§ **WORK TO BE COMPLETED**
What is the number of lines in the records that contain "trace"? Give only that number.

------------------------------------

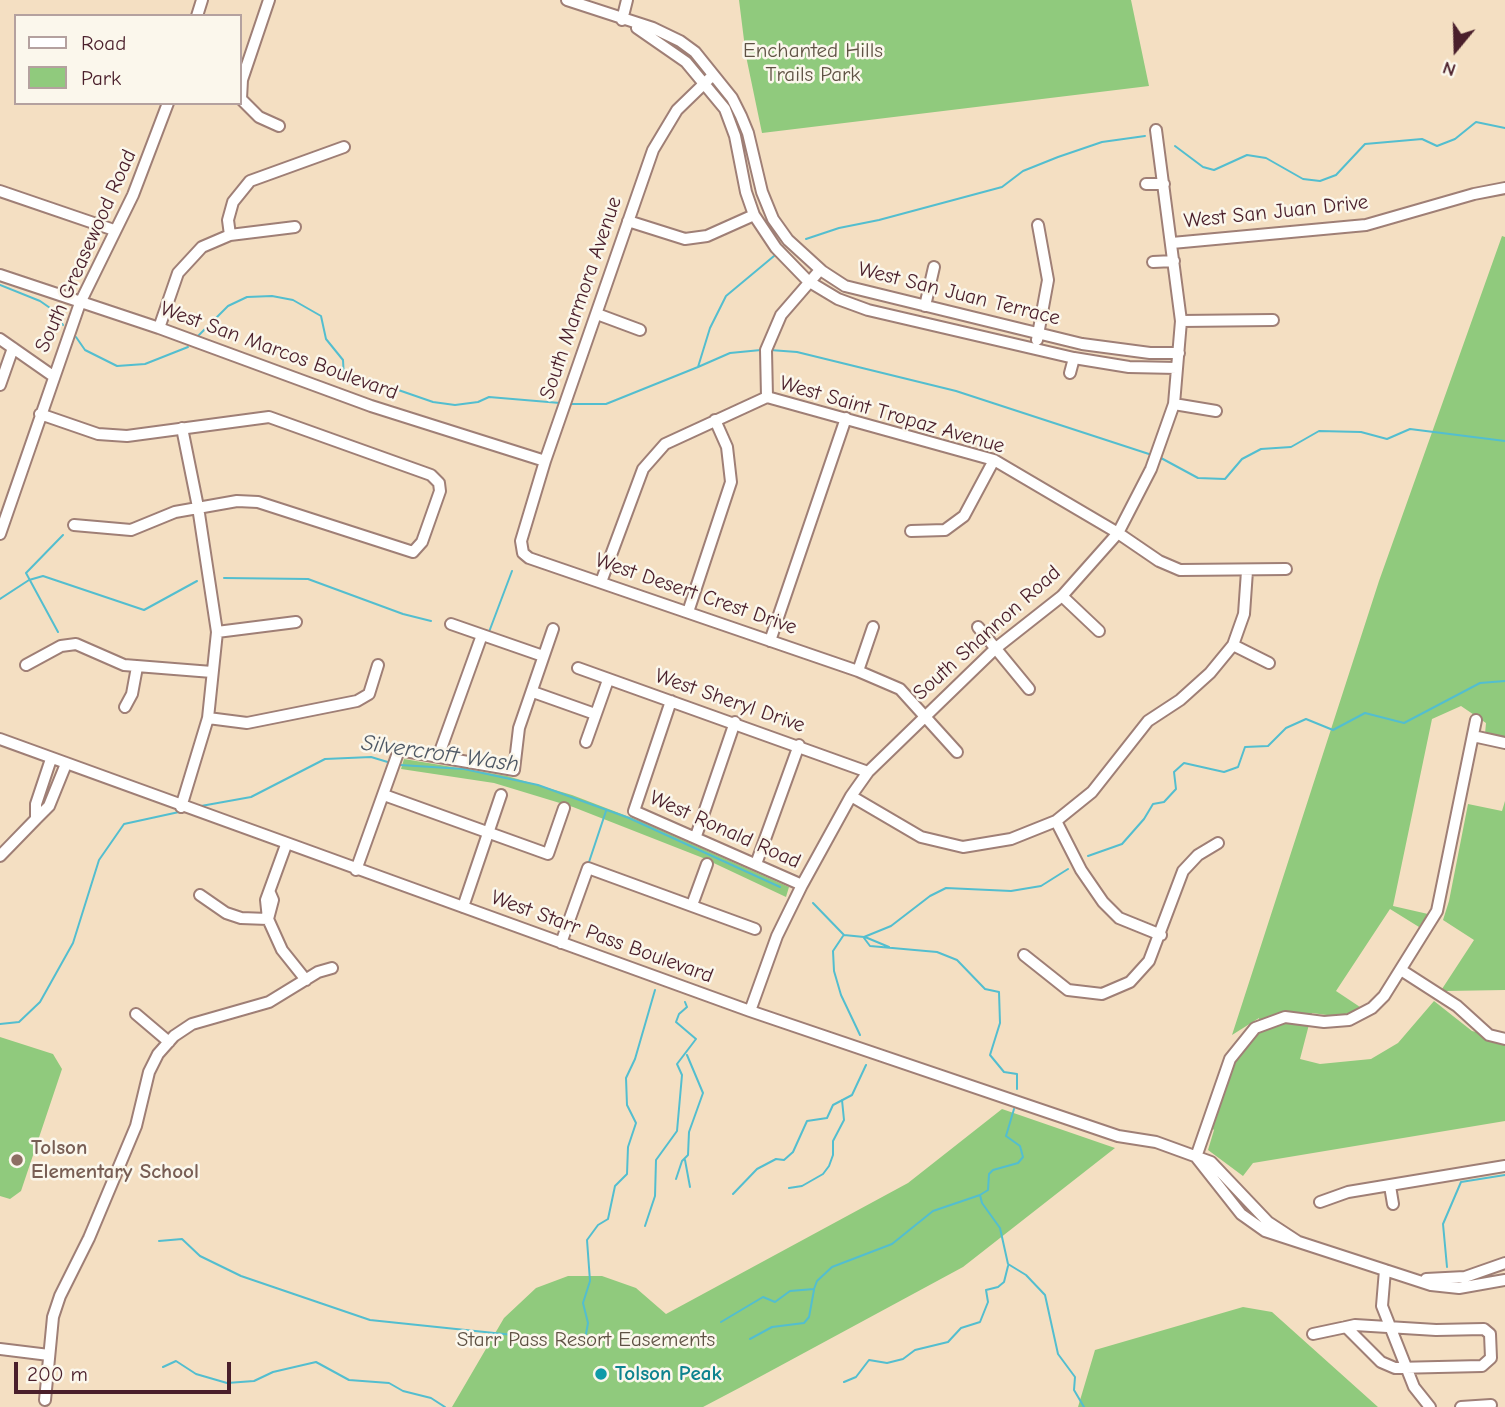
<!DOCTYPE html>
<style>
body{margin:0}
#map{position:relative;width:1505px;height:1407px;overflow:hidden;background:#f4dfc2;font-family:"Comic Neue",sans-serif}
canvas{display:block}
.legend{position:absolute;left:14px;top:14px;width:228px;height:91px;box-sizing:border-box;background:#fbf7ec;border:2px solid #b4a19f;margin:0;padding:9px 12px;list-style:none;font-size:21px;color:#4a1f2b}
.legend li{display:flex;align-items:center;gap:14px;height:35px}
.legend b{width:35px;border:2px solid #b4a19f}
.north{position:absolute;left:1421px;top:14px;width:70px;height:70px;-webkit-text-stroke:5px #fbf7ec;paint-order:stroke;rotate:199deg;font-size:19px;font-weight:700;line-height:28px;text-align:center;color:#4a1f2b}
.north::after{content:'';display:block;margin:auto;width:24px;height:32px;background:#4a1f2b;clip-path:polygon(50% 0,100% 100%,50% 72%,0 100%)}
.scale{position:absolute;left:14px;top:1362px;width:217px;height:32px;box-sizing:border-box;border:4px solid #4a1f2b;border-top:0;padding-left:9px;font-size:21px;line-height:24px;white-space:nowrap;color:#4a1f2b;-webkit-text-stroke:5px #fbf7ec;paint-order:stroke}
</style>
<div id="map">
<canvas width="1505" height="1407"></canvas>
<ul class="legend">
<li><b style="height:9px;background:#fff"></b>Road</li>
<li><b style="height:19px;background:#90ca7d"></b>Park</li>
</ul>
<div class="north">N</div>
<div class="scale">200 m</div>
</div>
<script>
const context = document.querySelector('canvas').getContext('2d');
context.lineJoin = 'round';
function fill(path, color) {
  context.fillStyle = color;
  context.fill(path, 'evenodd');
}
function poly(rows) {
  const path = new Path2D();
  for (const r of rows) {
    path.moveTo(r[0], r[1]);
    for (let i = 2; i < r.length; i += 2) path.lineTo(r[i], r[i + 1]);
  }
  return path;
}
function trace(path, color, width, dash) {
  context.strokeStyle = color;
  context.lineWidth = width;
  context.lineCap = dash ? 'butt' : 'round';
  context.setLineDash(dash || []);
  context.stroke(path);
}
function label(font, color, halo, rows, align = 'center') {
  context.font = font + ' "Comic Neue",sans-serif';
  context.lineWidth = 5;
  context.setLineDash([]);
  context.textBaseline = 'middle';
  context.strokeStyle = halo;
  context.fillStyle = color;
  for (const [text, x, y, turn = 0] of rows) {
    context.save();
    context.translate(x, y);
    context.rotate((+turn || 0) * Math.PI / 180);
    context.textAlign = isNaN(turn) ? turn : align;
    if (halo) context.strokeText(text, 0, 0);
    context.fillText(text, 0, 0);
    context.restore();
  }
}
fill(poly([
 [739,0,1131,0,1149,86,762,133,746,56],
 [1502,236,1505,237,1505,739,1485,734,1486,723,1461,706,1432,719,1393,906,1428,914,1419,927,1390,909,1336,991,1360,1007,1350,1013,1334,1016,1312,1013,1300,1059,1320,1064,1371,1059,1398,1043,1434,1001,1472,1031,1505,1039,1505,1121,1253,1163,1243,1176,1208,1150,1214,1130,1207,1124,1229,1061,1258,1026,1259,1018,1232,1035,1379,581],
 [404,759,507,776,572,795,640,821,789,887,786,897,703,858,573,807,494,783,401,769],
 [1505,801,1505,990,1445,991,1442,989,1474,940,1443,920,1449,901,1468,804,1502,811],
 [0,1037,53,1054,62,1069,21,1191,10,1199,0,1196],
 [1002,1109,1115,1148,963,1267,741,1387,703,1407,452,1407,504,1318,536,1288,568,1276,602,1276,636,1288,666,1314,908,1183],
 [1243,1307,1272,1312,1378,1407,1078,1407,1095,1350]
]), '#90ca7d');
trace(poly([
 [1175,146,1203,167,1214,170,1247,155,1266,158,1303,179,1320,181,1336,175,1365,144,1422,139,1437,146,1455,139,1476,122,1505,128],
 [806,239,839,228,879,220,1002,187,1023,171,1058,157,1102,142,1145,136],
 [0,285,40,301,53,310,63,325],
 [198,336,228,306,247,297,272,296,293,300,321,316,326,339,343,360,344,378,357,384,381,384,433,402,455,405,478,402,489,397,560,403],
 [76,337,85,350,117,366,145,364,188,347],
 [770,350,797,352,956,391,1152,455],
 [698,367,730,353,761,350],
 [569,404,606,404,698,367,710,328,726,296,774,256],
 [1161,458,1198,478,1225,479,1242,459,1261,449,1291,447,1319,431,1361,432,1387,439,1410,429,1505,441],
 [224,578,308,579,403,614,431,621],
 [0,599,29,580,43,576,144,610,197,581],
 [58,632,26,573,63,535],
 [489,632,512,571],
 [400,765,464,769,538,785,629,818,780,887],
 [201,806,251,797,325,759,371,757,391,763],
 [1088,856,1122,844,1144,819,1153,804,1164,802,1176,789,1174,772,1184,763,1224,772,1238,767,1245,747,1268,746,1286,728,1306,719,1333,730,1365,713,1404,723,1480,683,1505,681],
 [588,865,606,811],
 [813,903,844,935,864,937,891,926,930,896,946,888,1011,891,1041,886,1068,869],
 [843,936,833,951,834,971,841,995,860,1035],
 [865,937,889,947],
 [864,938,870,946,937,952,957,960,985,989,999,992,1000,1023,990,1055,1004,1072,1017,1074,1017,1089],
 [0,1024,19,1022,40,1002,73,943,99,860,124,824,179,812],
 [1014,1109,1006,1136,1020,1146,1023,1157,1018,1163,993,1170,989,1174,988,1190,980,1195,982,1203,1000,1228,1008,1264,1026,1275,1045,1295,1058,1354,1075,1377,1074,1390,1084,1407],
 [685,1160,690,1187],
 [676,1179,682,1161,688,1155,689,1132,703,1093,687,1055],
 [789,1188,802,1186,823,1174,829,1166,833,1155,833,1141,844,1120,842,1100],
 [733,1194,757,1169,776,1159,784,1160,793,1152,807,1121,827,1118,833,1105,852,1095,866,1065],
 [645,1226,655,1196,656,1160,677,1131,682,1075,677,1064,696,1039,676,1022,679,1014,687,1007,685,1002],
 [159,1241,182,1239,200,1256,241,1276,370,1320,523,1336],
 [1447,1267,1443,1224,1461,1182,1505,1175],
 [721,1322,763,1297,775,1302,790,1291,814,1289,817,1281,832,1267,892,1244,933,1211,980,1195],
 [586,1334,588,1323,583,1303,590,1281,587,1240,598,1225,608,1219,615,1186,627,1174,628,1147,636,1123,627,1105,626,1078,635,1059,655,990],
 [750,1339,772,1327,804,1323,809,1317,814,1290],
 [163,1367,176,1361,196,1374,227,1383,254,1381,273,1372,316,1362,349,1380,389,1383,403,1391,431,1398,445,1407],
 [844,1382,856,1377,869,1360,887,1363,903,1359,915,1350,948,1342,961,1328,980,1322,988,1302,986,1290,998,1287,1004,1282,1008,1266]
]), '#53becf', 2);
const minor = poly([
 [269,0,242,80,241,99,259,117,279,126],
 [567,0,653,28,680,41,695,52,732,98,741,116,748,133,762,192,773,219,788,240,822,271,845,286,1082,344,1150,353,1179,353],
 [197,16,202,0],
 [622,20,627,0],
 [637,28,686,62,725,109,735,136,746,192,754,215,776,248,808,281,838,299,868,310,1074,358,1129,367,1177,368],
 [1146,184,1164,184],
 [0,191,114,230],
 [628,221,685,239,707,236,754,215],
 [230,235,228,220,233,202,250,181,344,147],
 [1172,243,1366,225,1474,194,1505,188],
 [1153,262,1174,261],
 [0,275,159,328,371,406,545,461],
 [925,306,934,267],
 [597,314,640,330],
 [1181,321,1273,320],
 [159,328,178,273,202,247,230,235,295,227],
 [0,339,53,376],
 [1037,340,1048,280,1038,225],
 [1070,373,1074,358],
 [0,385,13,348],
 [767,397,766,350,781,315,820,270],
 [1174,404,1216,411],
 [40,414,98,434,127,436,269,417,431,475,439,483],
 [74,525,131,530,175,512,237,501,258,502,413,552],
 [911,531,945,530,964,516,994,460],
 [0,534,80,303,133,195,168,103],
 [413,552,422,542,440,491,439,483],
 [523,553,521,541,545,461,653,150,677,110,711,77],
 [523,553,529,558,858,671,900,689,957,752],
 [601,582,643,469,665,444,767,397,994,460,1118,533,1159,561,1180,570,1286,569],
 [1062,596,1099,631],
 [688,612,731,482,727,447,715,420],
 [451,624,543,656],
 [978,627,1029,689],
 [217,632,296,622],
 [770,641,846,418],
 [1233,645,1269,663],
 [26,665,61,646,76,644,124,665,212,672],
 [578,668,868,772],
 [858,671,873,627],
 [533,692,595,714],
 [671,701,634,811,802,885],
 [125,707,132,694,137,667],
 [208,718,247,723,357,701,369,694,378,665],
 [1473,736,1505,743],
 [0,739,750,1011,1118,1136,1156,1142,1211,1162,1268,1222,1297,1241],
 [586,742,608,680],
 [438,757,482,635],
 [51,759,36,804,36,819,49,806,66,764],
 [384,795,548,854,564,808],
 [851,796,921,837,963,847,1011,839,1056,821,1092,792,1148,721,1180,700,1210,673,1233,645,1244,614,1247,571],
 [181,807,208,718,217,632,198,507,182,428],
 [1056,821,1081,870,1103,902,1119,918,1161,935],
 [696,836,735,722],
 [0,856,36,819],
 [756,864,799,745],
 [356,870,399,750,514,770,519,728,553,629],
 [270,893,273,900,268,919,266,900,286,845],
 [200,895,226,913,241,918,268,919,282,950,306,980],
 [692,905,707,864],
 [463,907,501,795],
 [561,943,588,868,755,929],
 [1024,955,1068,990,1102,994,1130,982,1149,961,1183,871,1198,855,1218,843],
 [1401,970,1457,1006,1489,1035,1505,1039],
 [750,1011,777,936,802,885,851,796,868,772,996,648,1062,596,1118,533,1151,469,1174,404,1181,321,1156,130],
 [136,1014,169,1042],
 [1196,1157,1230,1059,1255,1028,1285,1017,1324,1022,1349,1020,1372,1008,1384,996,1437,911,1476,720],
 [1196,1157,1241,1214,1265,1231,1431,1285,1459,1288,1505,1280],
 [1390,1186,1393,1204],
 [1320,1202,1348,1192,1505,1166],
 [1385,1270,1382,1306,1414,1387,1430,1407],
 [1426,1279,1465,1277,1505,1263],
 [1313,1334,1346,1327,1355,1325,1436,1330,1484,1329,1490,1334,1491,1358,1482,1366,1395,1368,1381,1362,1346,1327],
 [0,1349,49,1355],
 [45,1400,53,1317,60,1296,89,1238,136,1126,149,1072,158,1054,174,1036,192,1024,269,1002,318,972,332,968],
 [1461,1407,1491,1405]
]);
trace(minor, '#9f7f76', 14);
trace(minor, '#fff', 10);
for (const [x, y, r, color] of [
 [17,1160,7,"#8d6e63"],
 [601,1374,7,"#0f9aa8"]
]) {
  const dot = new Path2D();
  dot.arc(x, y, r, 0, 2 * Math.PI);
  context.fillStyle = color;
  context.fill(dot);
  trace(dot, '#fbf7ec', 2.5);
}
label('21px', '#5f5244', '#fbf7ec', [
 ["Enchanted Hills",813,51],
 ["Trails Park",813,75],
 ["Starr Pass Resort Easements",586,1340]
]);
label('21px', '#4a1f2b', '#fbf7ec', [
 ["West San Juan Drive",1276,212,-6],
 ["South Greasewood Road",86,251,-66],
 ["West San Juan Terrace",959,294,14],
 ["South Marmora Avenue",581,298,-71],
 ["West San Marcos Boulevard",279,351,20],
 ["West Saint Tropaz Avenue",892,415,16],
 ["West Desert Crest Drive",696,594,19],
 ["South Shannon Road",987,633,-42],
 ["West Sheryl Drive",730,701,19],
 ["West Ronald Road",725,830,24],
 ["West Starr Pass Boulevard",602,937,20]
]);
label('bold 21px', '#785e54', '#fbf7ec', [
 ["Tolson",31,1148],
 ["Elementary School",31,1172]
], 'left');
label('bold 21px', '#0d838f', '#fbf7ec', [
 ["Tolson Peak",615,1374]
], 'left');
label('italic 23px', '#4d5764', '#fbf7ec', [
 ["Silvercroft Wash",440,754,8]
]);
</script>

------------------------------------

§ **EXERCISE OUTPUT**
5